Ce vieux narrateur m'a immédiatement fait penser à Florentino Ariza, héros de L'amour aux temps du choléra. Tous deux sont hommes à femmes (au point de dénombrer leurs conquêtes dans de petits carnets), tous deux dans leur vieillesse apprécient les très jeunes filles, et tous deux mettent en scène le sujet de la sexualité des vieillards. Mais le récit du narrateur de Mémoire de mes putains tristes est encore plus émouvant que Florentino parce que son récit se fait à la première personne et parce qu'il s'éveille platoniquement à l'amour avec une candeur touchante. Le spectre du vieux pédophile libidineux, que les non lecteurs de García Márquez ont pu imaginer en raison du titre et de la quatrième de couverture, ce vieux libidineux disparait derrière un homme touché par l'amour qui se dépeint avec humour et clairvoyance, sans aucune vulgarité.

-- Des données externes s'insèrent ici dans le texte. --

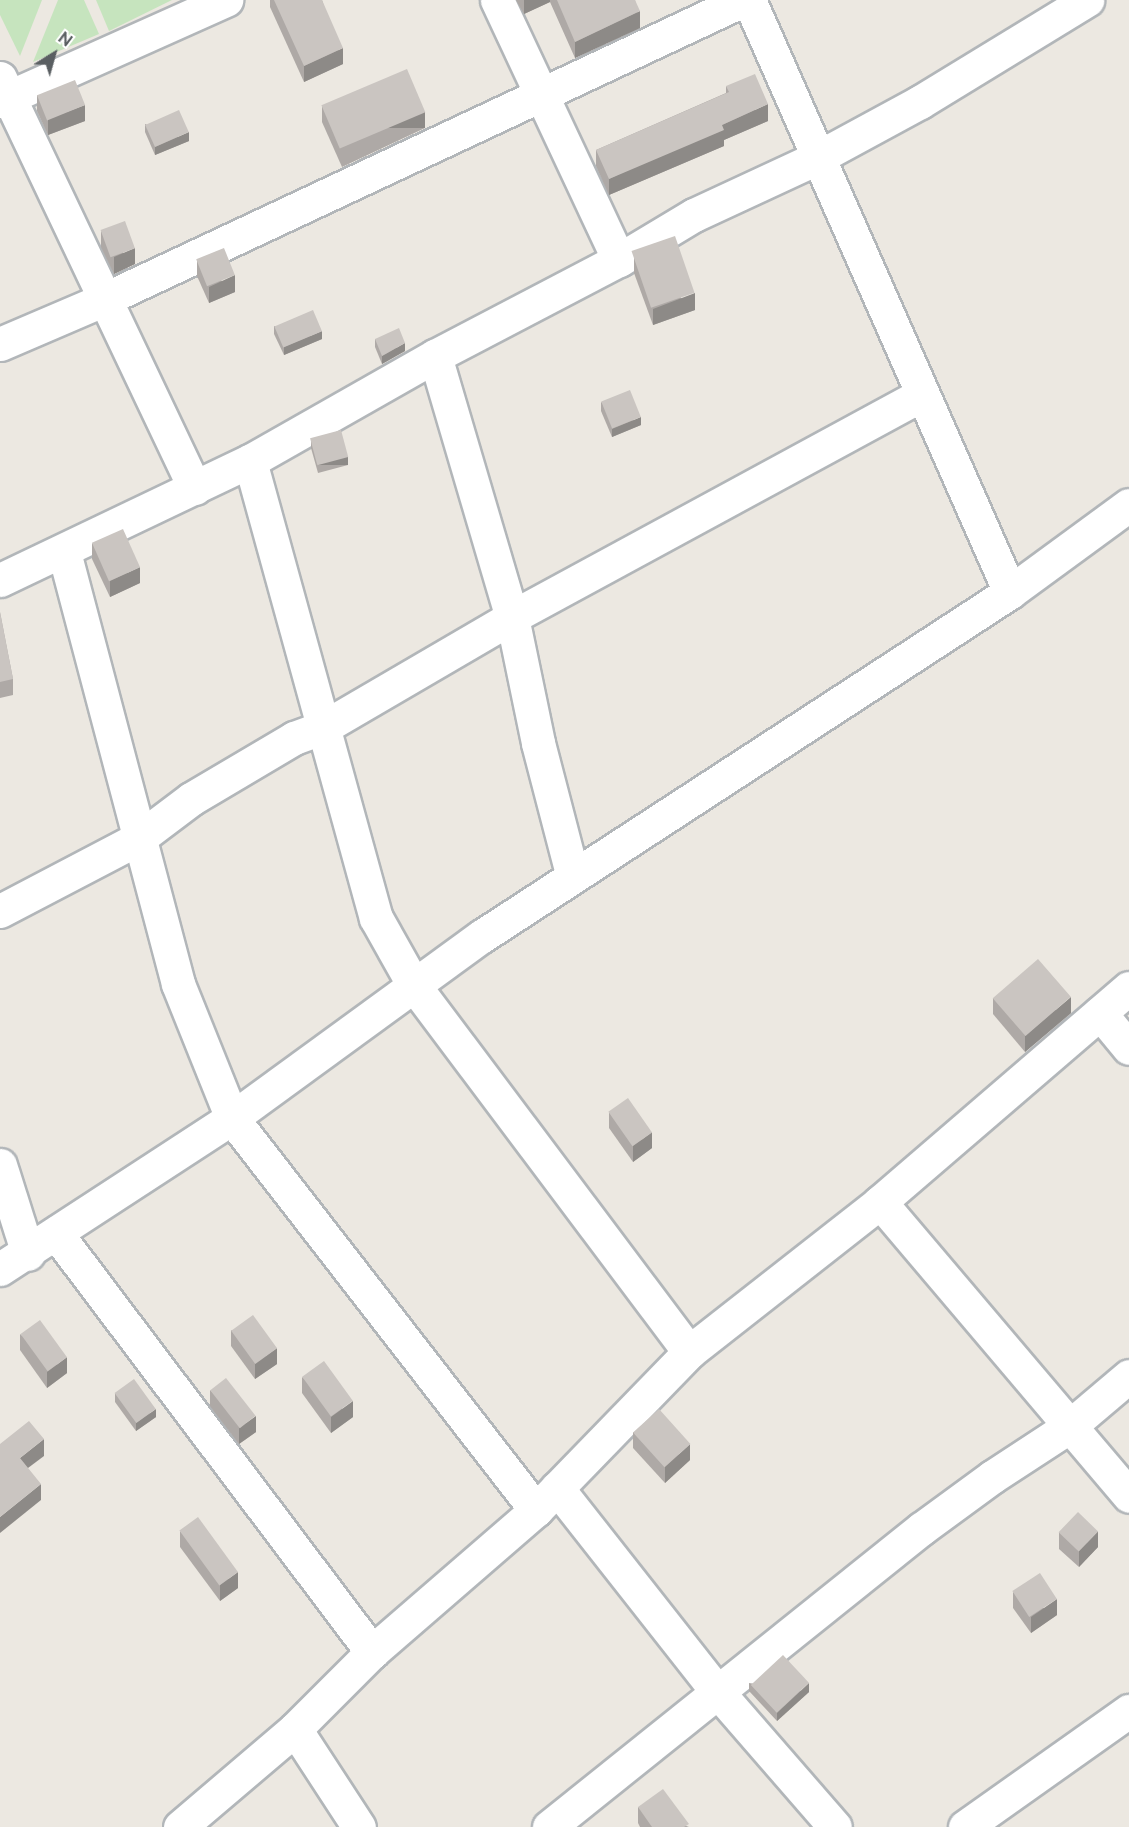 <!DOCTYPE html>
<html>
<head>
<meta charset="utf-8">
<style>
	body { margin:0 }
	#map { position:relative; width:1129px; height:1827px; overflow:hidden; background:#ece8e1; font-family:Raleway,sans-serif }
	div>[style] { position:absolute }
	.green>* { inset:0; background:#c6e4be }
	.roads { filter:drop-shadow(2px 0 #b2b6b9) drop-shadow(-2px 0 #b2b6b9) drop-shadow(0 2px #b2b6b9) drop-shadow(0 -2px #b2b6b9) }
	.minor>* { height:33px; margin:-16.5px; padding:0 16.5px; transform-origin:16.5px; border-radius:16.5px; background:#fff }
	.wall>* { inset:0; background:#aea9a6 }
	.shaded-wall>* { inset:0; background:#8d8a87; transform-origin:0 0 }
	.building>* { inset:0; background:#cac5c1; transform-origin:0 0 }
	span { translate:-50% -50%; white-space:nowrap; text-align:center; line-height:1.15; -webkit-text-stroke:6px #fff; paint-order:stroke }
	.north { position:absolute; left:24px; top:24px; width:60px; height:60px; -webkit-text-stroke:4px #fff; paint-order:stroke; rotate:37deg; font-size:16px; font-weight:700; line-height:24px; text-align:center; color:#5a5f62 }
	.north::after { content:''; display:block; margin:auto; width:21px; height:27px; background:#5a5f62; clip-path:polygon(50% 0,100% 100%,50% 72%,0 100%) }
</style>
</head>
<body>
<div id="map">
	<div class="green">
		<div style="clip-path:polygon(0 0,42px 0,20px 56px,0 15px)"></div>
		<div style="clip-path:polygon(58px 0,84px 0,99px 34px,33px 62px)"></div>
		<div style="clip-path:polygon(96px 0,172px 0,109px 31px)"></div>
	</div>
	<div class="roads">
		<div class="minor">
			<div style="left:497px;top:0;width:287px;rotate:64.9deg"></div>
			<div style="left:749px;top:0;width:647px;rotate:66.21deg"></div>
			<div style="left:0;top:78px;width:454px;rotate:64.6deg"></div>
			<div style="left:0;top:101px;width:248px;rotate:-24.1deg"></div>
			<div style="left:0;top:344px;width:114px;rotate:-23.2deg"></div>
			<div style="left:105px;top:299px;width:705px;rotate:-25.11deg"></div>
			<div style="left:435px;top:356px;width:272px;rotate:73.6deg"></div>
			<div style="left:512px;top:617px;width:129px;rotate:78.3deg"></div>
			<div style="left:538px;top:743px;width:138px;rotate:75.4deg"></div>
			<div style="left:250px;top:461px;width:474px;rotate:74.6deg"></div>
			<div style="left:376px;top:918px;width:76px;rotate:60.7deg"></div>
			<div style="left:413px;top:984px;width:460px;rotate:53.1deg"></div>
			<div style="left:64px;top:552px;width:447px;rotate:75.2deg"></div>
			<div style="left:178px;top:984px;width:144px;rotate:68.1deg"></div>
			<div style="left:232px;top:1118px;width:496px;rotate:52.2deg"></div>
			<div style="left:0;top:580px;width:277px;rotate:-25.5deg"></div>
			<div style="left:250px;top:461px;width:213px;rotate:-29.6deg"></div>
			<div style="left:435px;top:356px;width:208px;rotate:-27.6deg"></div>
			<div style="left:619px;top:260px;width:87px;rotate:-31deg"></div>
			<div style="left:694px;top:215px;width:136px;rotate:-24.9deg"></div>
			<div style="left:817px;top:158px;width:117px;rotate:-28.5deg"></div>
			<div style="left:920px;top:102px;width:196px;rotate:-31.4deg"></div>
			<div style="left:0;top:911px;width:156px;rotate:-27.6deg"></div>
			<div style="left:138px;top:839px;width:66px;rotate:-37deg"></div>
			<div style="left:191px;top:799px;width:120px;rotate:-30.6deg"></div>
			<div style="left:294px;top:738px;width:32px;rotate:-20deg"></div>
			<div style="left:324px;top:727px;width:218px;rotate:-30.3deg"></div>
			<div style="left:512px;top:617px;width:465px;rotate:-28.5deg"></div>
			<div style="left:1100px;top:1013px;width:45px;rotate:50.4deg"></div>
			<div style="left:0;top:1165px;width:93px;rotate:72.5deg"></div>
			<div style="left:880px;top:1202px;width:385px;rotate:49.7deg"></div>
			<div style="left:56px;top:1233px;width:525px;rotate:52.98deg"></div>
			<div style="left:0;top:1269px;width:277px;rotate:-33.1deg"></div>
			<div style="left:232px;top:1118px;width:309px;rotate:-36.1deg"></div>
			<div style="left:482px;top:936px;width:630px;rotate:-33.08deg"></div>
			<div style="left:1010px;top:592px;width:147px;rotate:-36.2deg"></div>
			<div style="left:557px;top:1488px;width:257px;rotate:51.8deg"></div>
			<div style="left:716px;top:1690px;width:181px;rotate:49deg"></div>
			<div style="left:295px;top:1729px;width:117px;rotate:56.9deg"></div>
			<div style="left:180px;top:1827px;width:151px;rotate:-40.4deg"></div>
			<div style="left:295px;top:1729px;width:109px;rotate:-45deg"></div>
			<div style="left:372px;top:1652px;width:217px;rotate:-40.9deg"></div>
			<div style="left:536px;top:1510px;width:220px;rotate:-45.9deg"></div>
			<div style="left:689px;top:1352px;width:243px;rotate:-38.1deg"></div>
			<div style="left:880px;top:1202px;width:328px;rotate:-40.7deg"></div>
			<div style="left:549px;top:1827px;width:477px;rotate:-38.7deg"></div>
			<div style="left:921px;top:1529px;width:88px;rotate:-36.2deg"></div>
			<div style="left:992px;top:1477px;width:93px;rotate:-33.2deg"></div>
			<div style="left:1070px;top:1426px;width:77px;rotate:-40.3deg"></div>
			<div style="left:965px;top:1827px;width:201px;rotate:-35.3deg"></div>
		</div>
	</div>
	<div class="wall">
		<div style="clip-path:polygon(270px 0,322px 0,343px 64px,304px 82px,270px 7px)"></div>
		<div style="clip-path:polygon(516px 0,635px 0,640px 28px,575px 58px,550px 2px,524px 14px)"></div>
		<div style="clip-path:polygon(726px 86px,768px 121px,724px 140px,724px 146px,609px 195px,596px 166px,596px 150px,726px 93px)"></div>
		<div style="clip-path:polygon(37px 95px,85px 121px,48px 135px,37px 111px)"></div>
		<div style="clip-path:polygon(322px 106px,425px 128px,342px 167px,322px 122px)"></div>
		<div style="clip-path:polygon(145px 124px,189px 141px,155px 155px,145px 132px)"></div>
		<div style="clip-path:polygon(101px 231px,135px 264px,114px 274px,101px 247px)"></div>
		<div style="clip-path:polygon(634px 257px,695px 310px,653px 325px,634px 273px)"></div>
		<div style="clip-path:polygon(197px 260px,235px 292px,209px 303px,197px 276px)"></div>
		<div style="clip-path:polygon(274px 326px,322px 339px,284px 355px,274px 334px)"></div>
		<div style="clip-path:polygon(375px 339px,405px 351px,382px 364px,375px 347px)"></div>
		<div style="clip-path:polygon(601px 402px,641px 425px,612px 437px,601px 411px)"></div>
		<div style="clip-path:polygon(311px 440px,348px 465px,318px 473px,311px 448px)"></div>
		<div style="clip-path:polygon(92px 543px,140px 583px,110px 597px,92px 559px)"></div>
		<div style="clip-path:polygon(0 612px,13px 679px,13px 695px,0 698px)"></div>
		<div style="clip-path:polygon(993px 998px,1071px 1013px,1025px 1052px,993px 1014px)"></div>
		<div style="clip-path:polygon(609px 1112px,652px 1148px,633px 1162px,609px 1128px)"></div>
		<div style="clip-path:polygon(231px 1330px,277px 1364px,255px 1379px,231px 1346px)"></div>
		<div style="clip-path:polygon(20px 1334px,67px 1373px,47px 1388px,20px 1350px)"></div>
		<div style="clip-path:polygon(302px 1377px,353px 1417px,331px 1433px,302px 1393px)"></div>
		<div style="clip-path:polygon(210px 1390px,256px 1432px,239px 1444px,210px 1406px)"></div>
		<div style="clip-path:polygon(115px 1393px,156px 1417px,136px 1431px,115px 1402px)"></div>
		<div style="clip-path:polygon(633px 1432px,690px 1460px,665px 1483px,633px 1448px)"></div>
		<div style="clip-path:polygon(180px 1531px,238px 1588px,220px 1601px,180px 1547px)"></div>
		<div style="clip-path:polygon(1059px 1532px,1098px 1547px,1079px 1567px,1059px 1549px)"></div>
		<div style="clip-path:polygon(1013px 1592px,1057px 1615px,1031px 1633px,1013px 1608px)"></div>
		<div style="clip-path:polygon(749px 1683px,809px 1692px,777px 1721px,749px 1691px)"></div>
		<div style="clip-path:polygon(638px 1807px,689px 1827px,640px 1827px,638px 1823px)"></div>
	</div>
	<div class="shaded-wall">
		<div style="clip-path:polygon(524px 0,550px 0,550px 2px,524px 14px)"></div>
		<div style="clip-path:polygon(640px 11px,640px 28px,575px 58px,575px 42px)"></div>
		<div style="clip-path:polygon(343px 48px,343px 64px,304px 82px,304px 66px)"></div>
		<div style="clip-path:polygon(768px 104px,768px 121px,724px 140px,724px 146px,609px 195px,609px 179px,722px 125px)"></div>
		<div style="clip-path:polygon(85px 105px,85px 121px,48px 135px,48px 119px)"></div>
		<div style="left:425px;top:112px;width:16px;height:92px;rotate:90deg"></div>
		<div style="clip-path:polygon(189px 132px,189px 141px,155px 155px,155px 147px)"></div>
		<div style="clip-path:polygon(135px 248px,135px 264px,114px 274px,114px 257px)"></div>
		<div style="clip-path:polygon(235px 275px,235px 292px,209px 303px,209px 287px)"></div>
		<div style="clip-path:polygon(695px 293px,695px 310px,653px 325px,653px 309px)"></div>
		<div style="clip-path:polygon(322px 331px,322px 339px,284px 355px,284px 347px)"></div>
		<div style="clip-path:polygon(405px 343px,405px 351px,382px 364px,382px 356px)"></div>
		<div style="clip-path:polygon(641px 417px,641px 425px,612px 437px,612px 429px)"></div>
		<div style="left:348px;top:457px;width:8px;height:31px;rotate:90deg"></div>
		<div style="clip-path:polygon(140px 567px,140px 583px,110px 597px,110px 581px)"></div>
		<div style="clip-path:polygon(1071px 997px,1071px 1013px,1025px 1052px,1025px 1036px)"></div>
		<div style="clip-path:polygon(652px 1132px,652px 1148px,633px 1162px,633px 1146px)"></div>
		<div style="clip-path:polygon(277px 1348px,277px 1364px,255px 1379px,255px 1363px)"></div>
		<div style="clip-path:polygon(67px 1357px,67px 1373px,47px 1388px,47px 1372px)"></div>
		<div style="clip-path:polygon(353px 1401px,353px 1417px,331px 1433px,331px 1417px)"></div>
		<div style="clip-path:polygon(156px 1409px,156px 1417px,136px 1431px,136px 1423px)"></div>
		<div style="clip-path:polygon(256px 1416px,256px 1432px,239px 1444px,239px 1428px)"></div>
		<div style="clip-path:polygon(44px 1439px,44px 1456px,20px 1474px,20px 1458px)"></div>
		<div style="clip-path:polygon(690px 1444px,690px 1460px,665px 1483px,665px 1467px)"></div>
		<div style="clip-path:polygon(41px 1484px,41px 1500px,0 1533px,0 1517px)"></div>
		<div style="clip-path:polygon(1098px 1531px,1098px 1547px,1079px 1567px,1079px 1551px)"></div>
		<div style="clip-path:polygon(238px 1572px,238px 1588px,220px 1601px,220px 1585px)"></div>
		<div style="clip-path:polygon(1057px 1599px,1057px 1615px,1031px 1633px,1031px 1617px)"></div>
		<div style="clip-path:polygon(809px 1683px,809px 1692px,777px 1721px,777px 1713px)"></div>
	</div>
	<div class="building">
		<div style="clip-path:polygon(274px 0,322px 0,343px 48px,304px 66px)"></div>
		<div style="clip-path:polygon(557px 0,635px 0,640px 11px,575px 42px)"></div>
		<div style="left:407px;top:69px;width:47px;height:93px;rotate:67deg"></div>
		<div style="clip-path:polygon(755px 74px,768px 104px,722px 125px,724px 130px,609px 179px,596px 150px,729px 92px,726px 86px)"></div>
		<div style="left:75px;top:80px;width:27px;height:41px;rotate:68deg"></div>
		<div style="left:179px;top:110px;width:24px;height:37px;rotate:66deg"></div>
		<div style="left:125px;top:221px;width:29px;height:26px;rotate:70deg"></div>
		<div style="left:675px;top:236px;width:60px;height:46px;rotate:71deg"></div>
		<div style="left:224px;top:248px;width:29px;height:30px;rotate:68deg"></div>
		<div style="left:313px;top:310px;width:23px;height:42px;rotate:67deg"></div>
		<div style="clip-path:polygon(399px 328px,405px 343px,382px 356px,375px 339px)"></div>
		<div style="left:630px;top:390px;width:29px;height:31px;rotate:68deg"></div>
		<div style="left:341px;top:430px;width:28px;height:32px;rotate:75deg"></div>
		<div style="left:123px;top:529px;width:42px;height:34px;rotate:66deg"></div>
		<div style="clip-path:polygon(0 612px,13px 679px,0 682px)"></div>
		<div style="left:1038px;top:959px;width:50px;height:60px;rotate:49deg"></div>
		<div style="left:628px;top:1098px;width:42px;height:24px;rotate:55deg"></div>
		<div style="left:253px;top:1315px;width:41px;height:27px;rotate:54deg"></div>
		<div style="left:40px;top:1320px;width:46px;height:24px;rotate:54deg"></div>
		<div style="left:324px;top:1361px;width:49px;height:27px;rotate:54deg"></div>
		<div style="left:226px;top:1378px;width:48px;height:20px;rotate:52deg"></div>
		<div style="left:134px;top:1379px;width:37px;height:24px;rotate:54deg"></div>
		<div style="left:659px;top:1409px;width:47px;height:35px;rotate:48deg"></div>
		<div style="clip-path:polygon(29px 1421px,44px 1439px,20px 1458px,41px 1484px,0 1517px,0 1444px)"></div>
		<div style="left:1078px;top:1512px;width:28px;height:28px;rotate:44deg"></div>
		<div style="left:198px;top:1517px;width:68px;height:23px;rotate:54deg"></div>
		<div style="left:1040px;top:1573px;width:31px;height:33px;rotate:57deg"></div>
		<div style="left:783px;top:1655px;width:38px;height:44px;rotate:47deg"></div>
		<div style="clip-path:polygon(663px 1789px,689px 1824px,684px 1827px,652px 1827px,638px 1807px)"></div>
	</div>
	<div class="north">N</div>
</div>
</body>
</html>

On retrouve tout García Márquez dans ce court roman : la poésie, la tendresse envers les personnages, et l'arrière-fond de violence dans un pays où les militaires sont présents dans les rues, où les hommes d'affaires corrompus se font assassiner et les enfants exploiter dans des usines et où le journalisme est contrôlé par la censure (" l'Abominable homme de neuf heures ").